◆ TASK DETAILS
Keep every line in which "Viterbi" occurs and drop the rest of the data.

[RECORDS TO USE]

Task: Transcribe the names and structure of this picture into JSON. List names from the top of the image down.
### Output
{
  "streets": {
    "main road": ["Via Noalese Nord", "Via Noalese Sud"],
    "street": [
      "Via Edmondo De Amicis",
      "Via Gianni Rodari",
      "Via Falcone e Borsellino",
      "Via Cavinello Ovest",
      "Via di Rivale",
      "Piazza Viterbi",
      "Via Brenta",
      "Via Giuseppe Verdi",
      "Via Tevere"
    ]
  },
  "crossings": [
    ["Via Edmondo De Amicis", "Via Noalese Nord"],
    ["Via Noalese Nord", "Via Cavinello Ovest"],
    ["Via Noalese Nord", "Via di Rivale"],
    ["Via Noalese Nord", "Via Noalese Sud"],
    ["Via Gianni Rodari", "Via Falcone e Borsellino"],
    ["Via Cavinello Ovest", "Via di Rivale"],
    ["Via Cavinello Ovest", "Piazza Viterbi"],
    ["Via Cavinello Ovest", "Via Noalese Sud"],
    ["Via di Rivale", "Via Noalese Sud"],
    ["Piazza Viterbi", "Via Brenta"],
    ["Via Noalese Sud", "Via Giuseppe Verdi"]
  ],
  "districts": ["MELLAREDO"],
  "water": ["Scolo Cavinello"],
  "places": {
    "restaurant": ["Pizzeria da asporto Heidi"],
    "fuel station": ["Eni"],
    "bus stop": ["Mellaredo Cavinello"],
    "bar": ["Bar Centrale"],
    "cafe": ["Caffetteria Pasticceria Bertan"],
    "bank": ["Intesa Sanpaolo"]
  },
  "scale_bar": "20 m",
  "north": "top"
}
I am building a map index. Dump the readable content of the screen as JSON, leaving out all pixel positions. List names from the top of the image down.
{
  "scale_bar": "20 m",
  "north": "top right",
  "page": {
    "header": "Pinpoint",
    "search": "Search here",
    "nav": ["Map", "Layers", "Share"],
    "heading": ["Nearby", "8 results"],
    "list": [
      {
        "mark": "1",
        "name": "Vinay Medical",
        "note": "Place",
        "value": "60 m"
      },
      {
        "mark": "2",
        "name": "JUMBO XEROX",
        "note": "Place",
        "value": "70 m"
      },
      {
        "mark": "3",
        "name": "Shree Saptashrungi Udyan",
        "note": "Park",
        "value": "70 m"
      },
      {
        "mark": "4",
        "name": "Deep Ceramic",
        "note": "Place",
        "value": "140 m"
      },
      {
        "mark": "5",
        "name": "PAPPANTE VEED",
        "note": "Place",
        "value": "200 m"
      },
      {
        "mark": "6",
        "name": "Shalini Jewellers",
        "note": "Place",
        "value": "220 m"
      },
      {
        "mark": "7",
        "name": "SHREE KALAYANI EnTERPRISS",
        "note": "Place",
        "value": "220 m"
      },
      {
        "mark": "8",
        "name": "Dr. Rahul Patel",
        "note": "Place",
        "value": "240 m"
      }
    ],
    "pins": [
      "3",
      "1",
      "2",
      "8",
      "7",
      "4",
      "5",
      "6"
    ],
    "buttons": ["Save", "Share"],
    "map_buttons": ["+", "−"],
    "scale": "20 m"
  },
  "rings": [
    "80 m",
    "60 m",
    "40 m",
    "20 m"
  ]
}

[/RECORDS TO USE]

◆ RESPONSE FOR THIS EXERCISE
      "Piazza Viterbi",
    ["Via Cavinello Ovest", "Piazza Viterbi"],
    ["Piazza Viterbi", "Via Brenta"],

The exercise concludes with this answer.